An idea that researchers at a Welsh university are busy working on goes a long way toward illuminating this idea--and what it means for the future of, well, nearly everything.
The Bangor University scientists have successfully increased broadband speeds by this amount using very similar tech to that currently in use, with limited cost impact. Let's count the (super-high-speed) ways this could change our lives.
Remember the bad old days of dial-up Net and then the arrival of fast, wired broadband DSL? Download speeds went from a snails pace tens of kilobits per second to all the drama of galloping horse, with speeds of hundreds of kilobits per second.
On dial-up you could check your email, have a chat via AIM or surf an often text-based web. But live online gaming could only work for slower-paced strategy games due to low speeds and the latency between moves being updated, and downloading even a low-resolution movie took forever (a 700MB film would've taken about a day to download).
With DSL broadband, image-rich webpages could be glanced at and surfed past because they downloaded in seconds and then you would move on and play World of Warcraft with thousands of other people in near-real-time. At typical DSL speeds, a 700MB movie could be downloaded in just about the time taken to watch it. Skype, and other streaming video services like YouTube were enabled. Pink pixel websites (ahem) that cause such consternation to some began to be among the web's most popular destinations.

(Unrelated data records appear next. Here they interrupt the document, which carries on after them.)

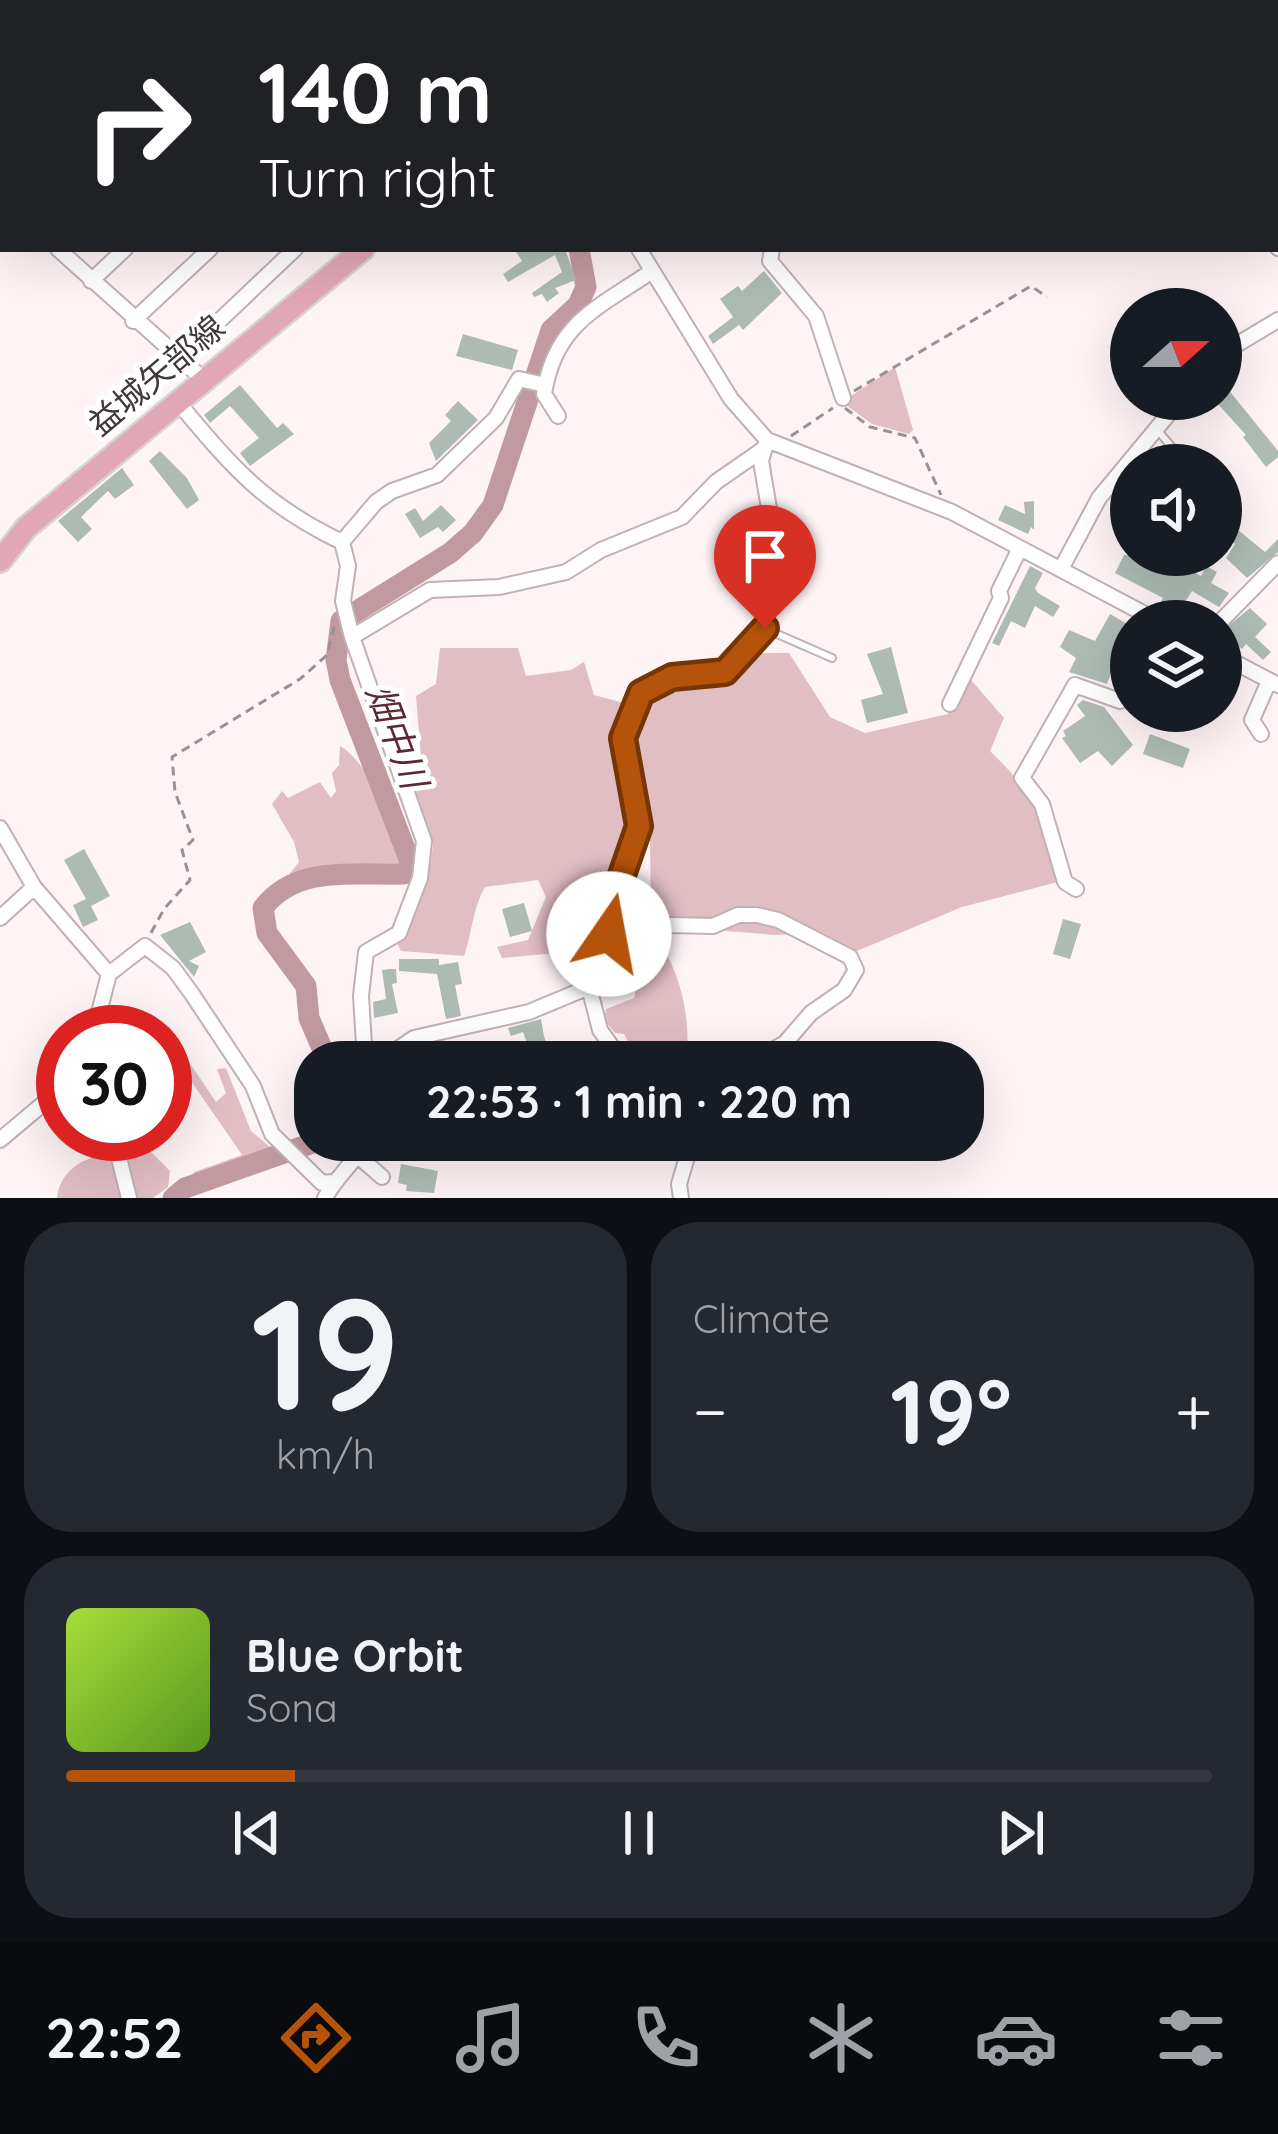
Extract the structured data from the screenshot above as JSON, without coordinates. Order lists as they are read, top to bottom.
{
  "streets": {
    "main road": ["益城矢部線"]
  },
  "water": ["畑中川"],
  "north": "right",
  "page": {
    "turn": ["140 m", "Turn right"],
    "limit": "30",
    "trip": "22:53 · 1 min · 220 m",
    "tile": [
      ["19", "km/h"],
      "Climate"
    ],
    "heat": ["−", "19°", "+"],
    "song": ["Blue Orbit", "Sona"],
    "tabs": "22:52"
  }
}
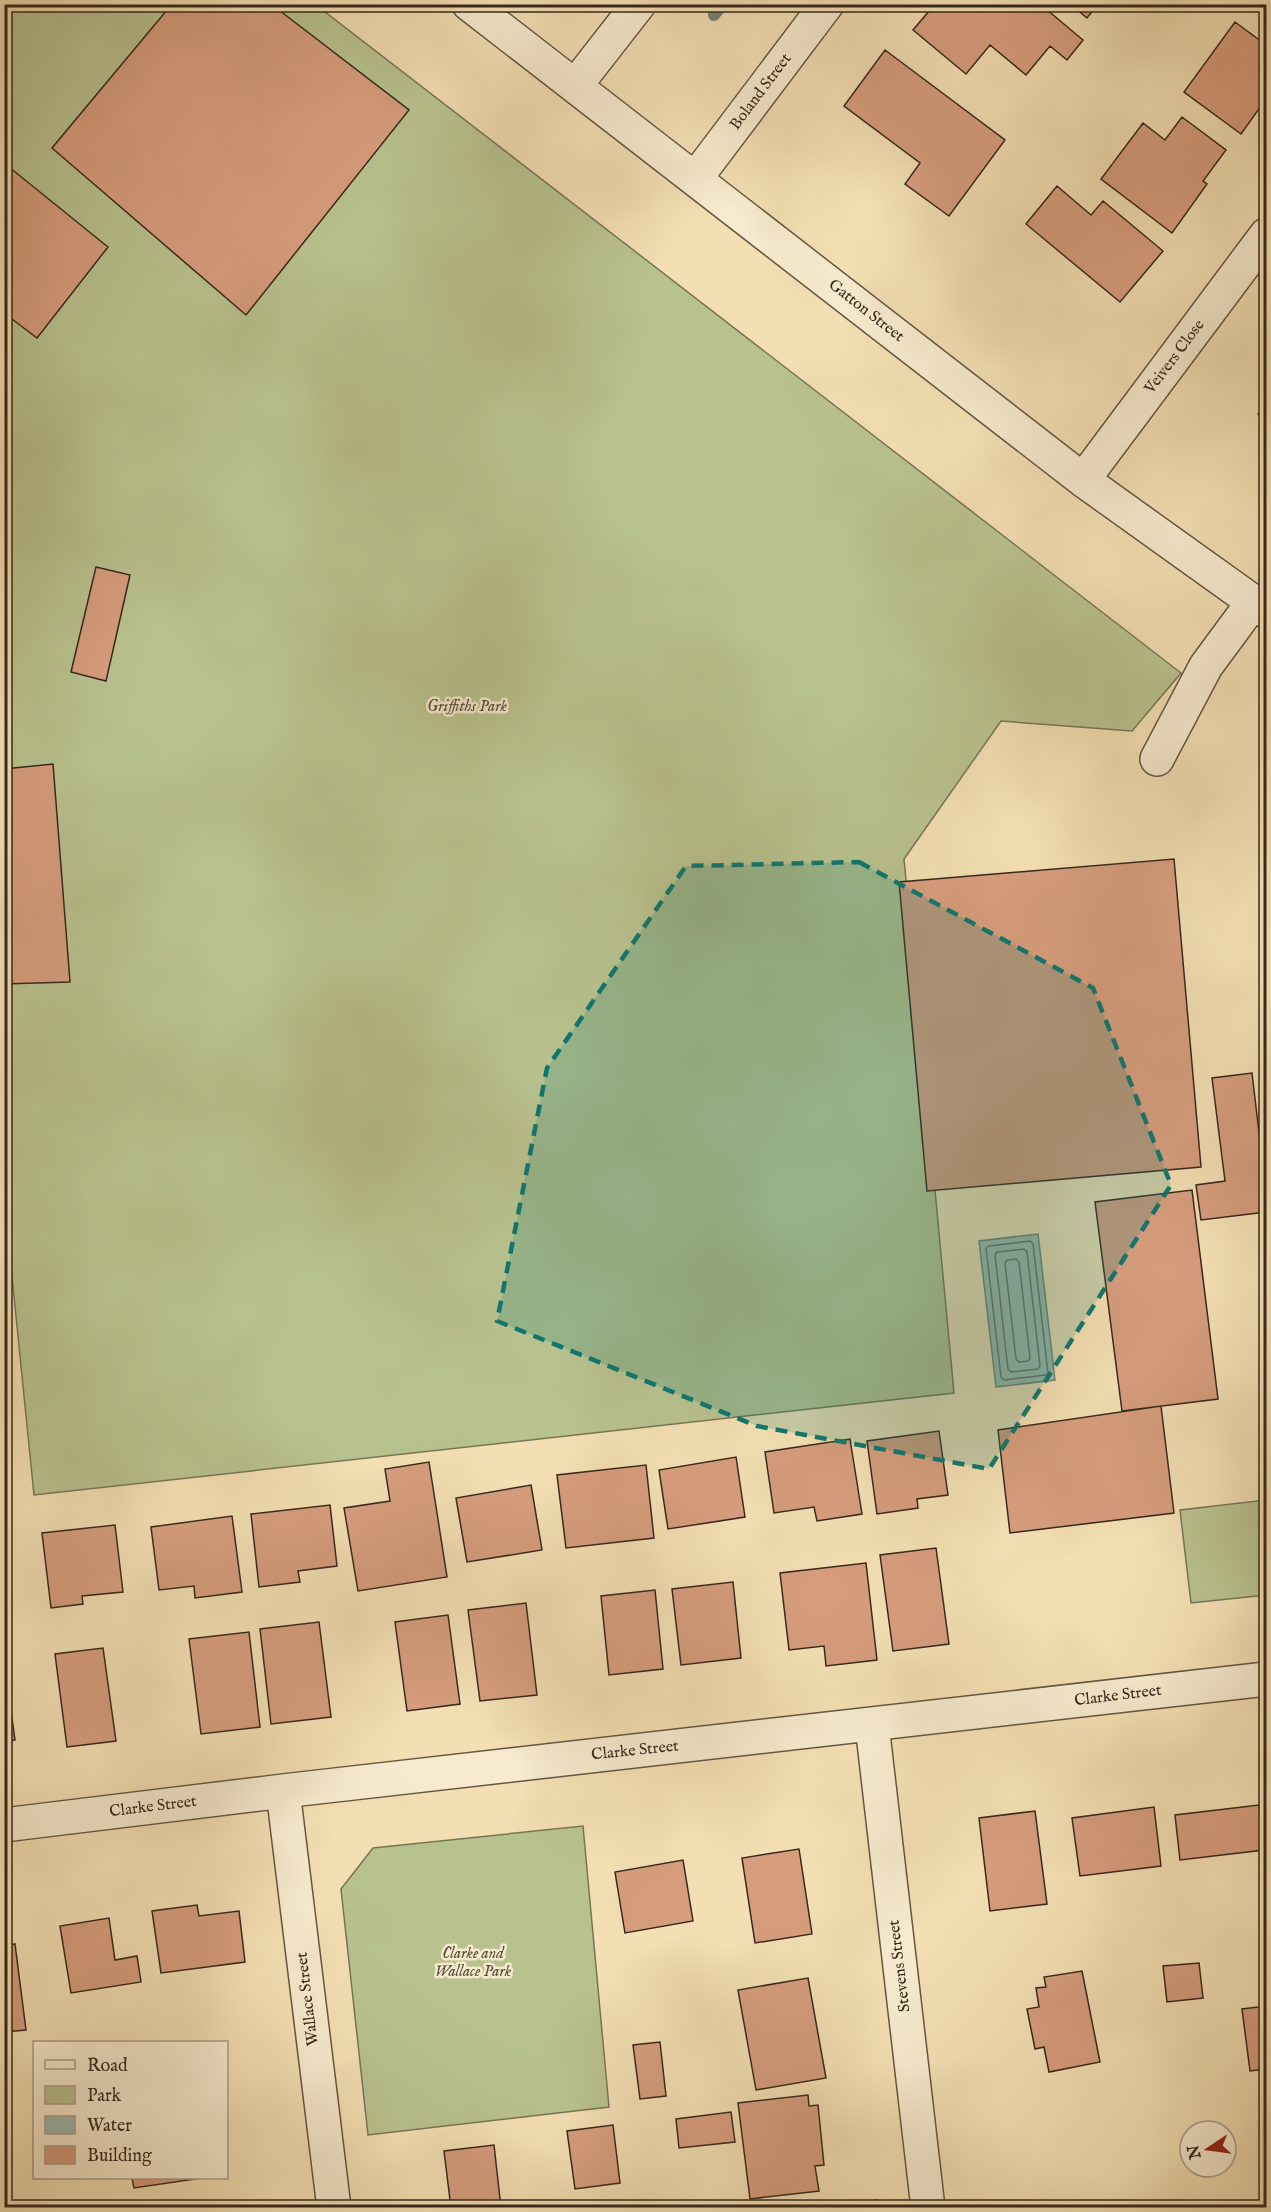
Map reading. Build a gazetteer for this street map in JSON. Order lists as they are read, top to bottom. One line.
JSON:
{"streets":{"street":["Boland Street","Gatton Street","Veivers Close","Clarke Street","Stevens Street","Wallace Street"]},"crossings":[["Boland Street","Gatton Street"],["Gatton Street","Veivers Close"],["Clarke Street","Stevens Street"],["Clarke Street","Wallace Street"]],"parks":["Griffiths Park","Clarke and Wallace Park"],"legend":["Road","Park","Water","Building"],"north":"left"}
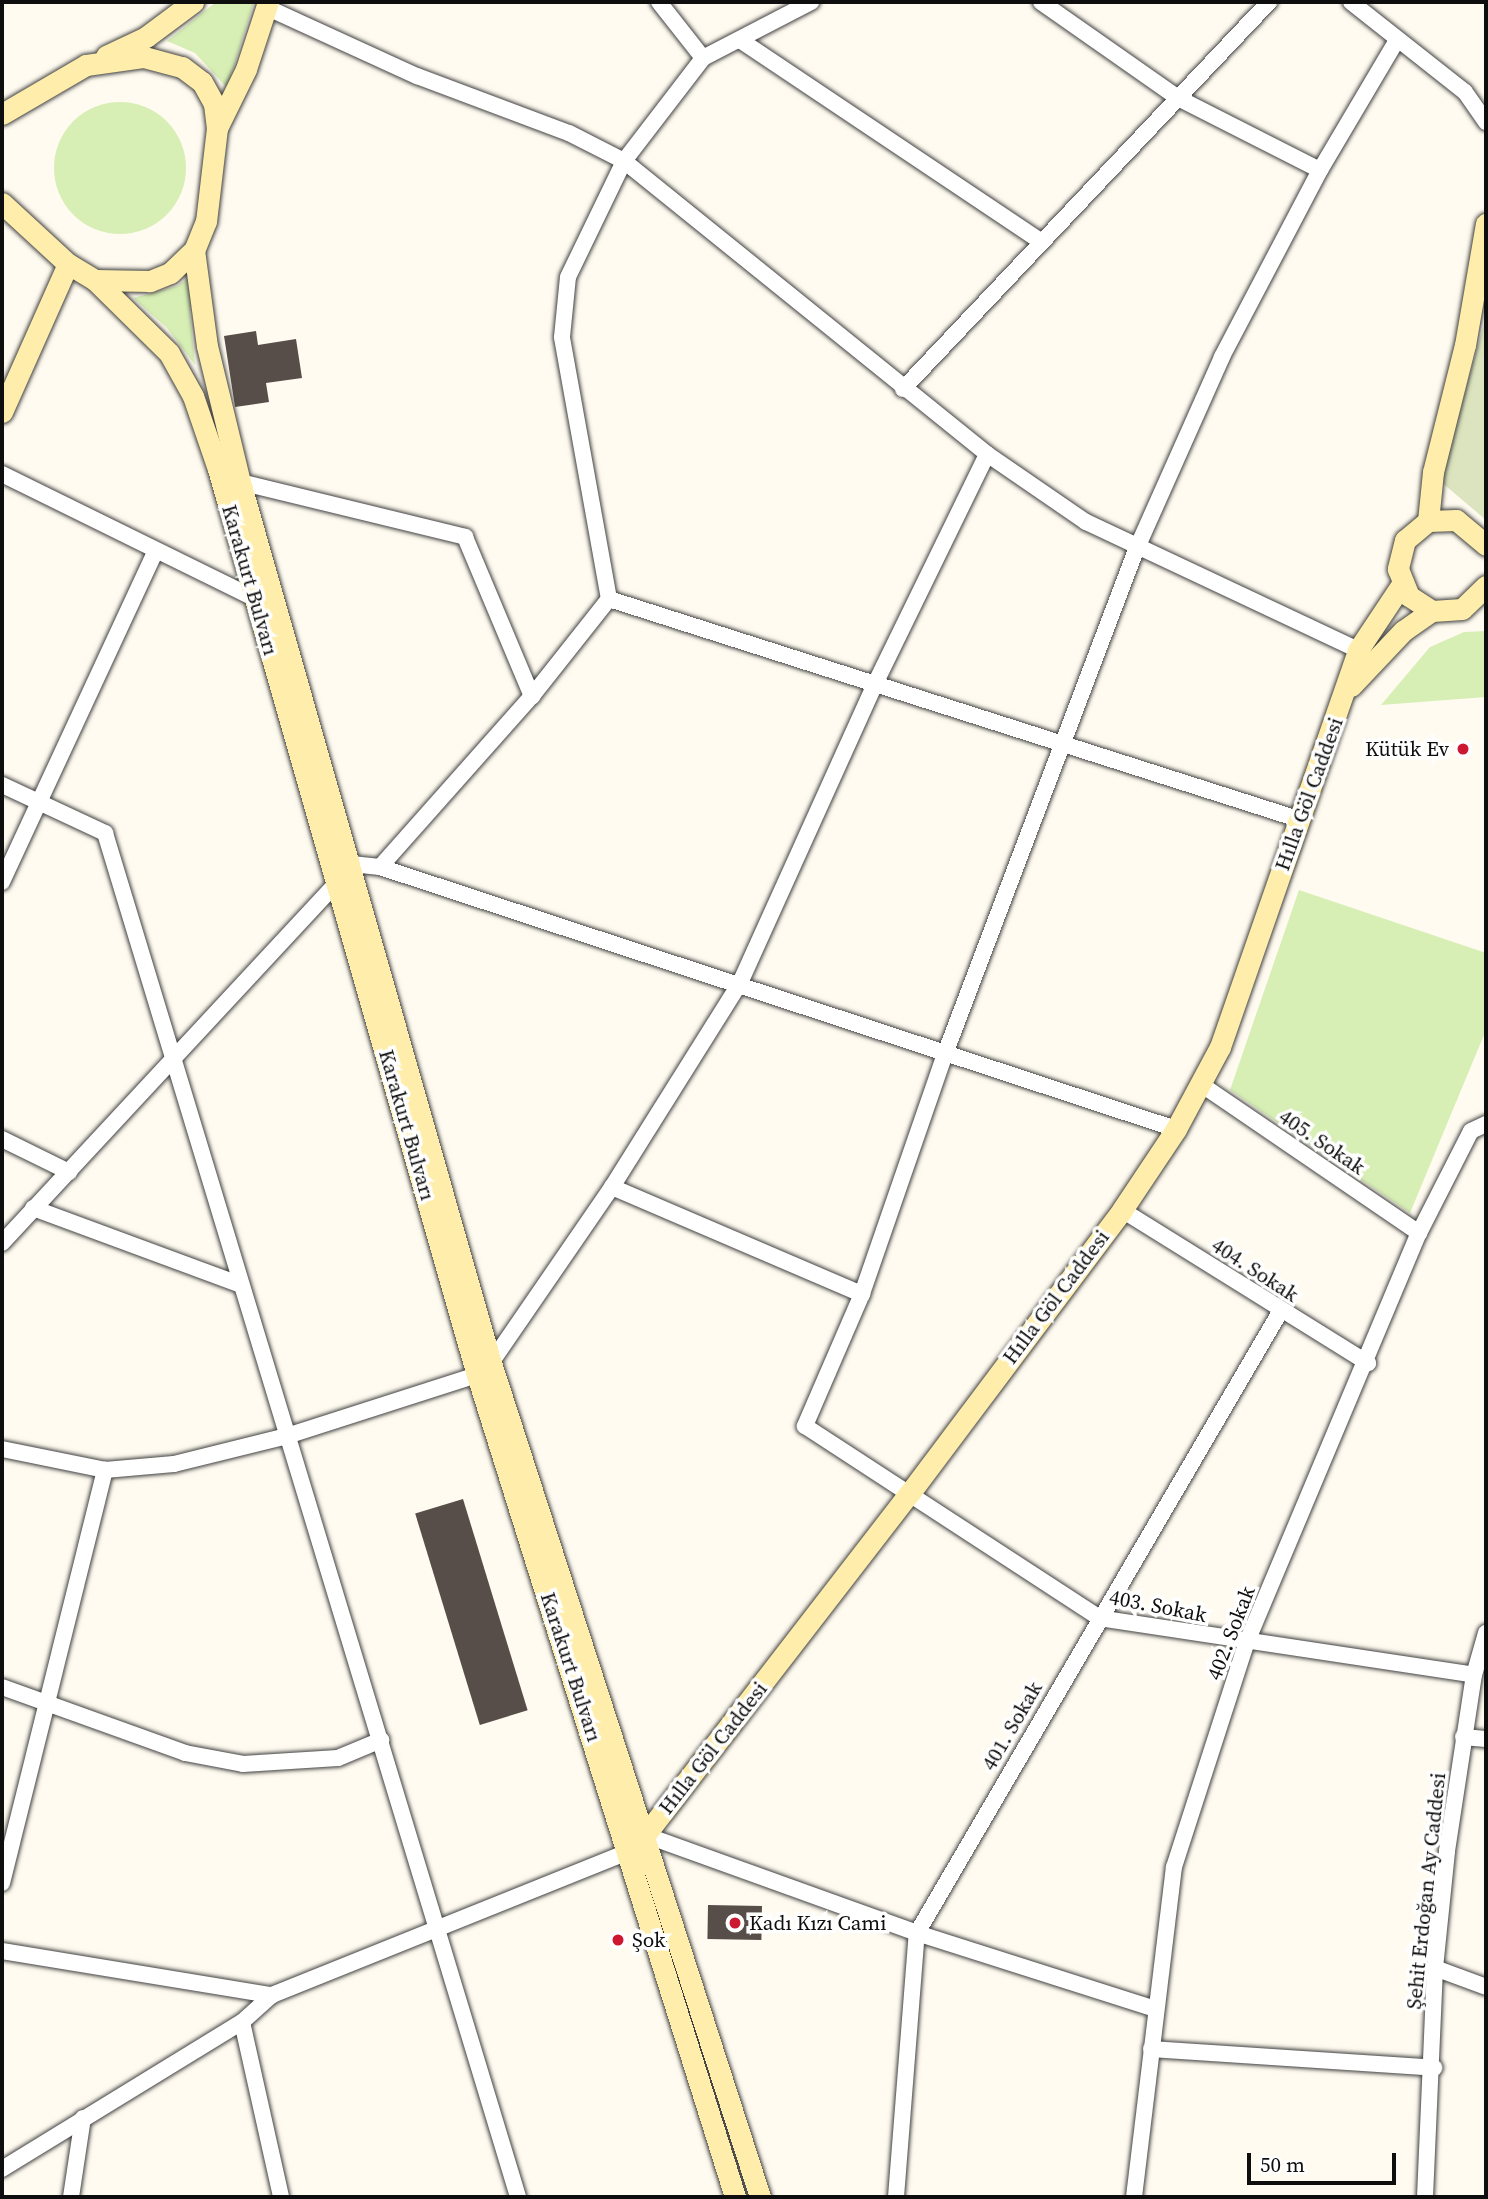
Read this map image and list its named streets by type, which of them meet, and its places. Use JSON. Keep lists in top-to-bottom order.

Now home fiber broadband systems are available, and they offer speeds of hundreds of megabits per second, thousands of times faster than dial-up speeds. Web pages on browsers thus download almost instantaneously, and acquiring a gigabyte sized update to your computer's operating system is something that can happen quickly and quietly in the background. A 700MB movie file downloads in minutes, while you simultaneously check your mail or FaceTime someone.